According to critics and, indeed, Mitchell himself, Reveries held particular appeal for the young. William Dean Howells, fondly reminiscing about his own boyhood reading, remembered that along with Irving, Shakespeare, Goldsmith, and Cervantes he admired “the gentle and kindly Ik Marvel, whose Reveries of a Bachelor and whose Dream Life the young people of that day were reading with a tender rapture” (64). Howells’s response demonstrates the extent to which readers identified the book with its benevolent narrator as well as its power to stimulate soft, emotional dreams. By labeling the audience as young, Mitchell, Howells, and other authors called upon the antebellum understanding of youth as a stage in which the mind is undisciplined, romantic, and extremely sensitive to sensations, “a time of high spirits, but also volatile and thoughtless”—a time, in other words, well-suited for reverie (Kett, Rites 103). Whereas religious counselors encouraged youths to wrestle this impulsive, passionate spirit under control, Ik Marvel preached the secular gospel that reverie led one closer to ideal truth and allowed one to play with identity without sacrificing autonomy.

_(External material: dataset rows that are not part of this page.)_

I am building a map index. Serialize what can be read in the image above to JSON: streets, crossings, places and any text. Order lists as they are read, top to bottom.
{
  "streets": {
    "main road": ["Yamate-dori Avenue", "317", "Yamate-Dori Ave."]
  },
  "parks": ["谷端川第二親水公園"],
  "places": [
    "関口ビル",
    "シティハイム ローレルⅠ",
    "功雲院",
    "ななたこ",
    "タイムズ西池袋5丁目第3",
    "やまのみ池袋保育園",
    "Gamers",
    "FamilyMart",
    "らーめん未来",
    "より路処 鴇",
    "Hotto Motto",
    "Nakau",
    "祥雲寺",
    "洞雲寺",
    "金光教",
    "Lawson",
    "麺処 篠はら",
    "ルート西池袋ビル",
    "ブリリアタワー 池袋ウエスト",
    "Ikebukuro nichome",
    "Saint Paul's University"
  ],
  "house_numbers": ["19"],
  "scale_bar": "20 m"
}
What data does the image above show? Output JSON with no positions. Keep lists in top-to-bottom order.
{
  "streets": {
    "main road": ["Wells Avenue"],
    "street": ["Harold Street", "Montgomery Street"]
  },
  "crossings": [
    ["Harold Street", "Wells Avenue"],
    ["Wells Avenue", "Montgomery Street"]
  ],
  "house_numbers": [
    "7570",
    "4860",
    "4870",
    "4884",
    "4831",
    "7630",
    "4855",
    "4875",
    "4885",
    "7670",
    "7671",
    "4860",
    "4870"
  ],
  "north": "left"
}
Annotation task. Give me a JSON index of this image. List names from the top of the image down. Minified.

Along with youth, gender was a significant category for describing Reveries’s readers. Critics recommended the book to men in particular. As an anonymous reviewer for the Literary World noted, “Reader, bachelor or Benedict, you will be all the better for possessing this daintily arranged book of Ik Marvel’s Reveries” (“Review”). Even though the reviewer identifies the audience as being predominantly either married or unmarried men, he uses a term of refinement, even femininity, to describe the reveries, as if such “daintily arranged” musings will add a necessary touch of ornate delicacy to a man’s life. The book’s appeal, however, was not limited to men. Writing in the early twentieth century, Waldo Dunn characterized Mitchell’s most fervent readers as being women who sought to win over the author: “Languishing Adas, and Claras, and Carries, and Jennies, and Dorothys, and Mary ‘darlings,’ showered him with valentines. Other and more ardent maidens wrote to inquire whether the author really was a bachelor; and, with the assurance that their hearts alone could understand and comfort that of Ik Marvel, coyly offered themselves in marriage” (230). Dunn’s exaggerated rhetoric reveals his own biases, but male and female readers did present themselves differently in their fan letters, with women more often apologizing for the intrusion or marveling at their daring in writing to him. Yet women as well as men took on aspects of the bachelor’s pose, joining him in fireside fantasies. Still, some wondered if a bachelor’s reveries could really be a woman’s, whether he could really know a woman’s heart, and whether women would have the freedom to enjoy Ik’s rapturous leisure.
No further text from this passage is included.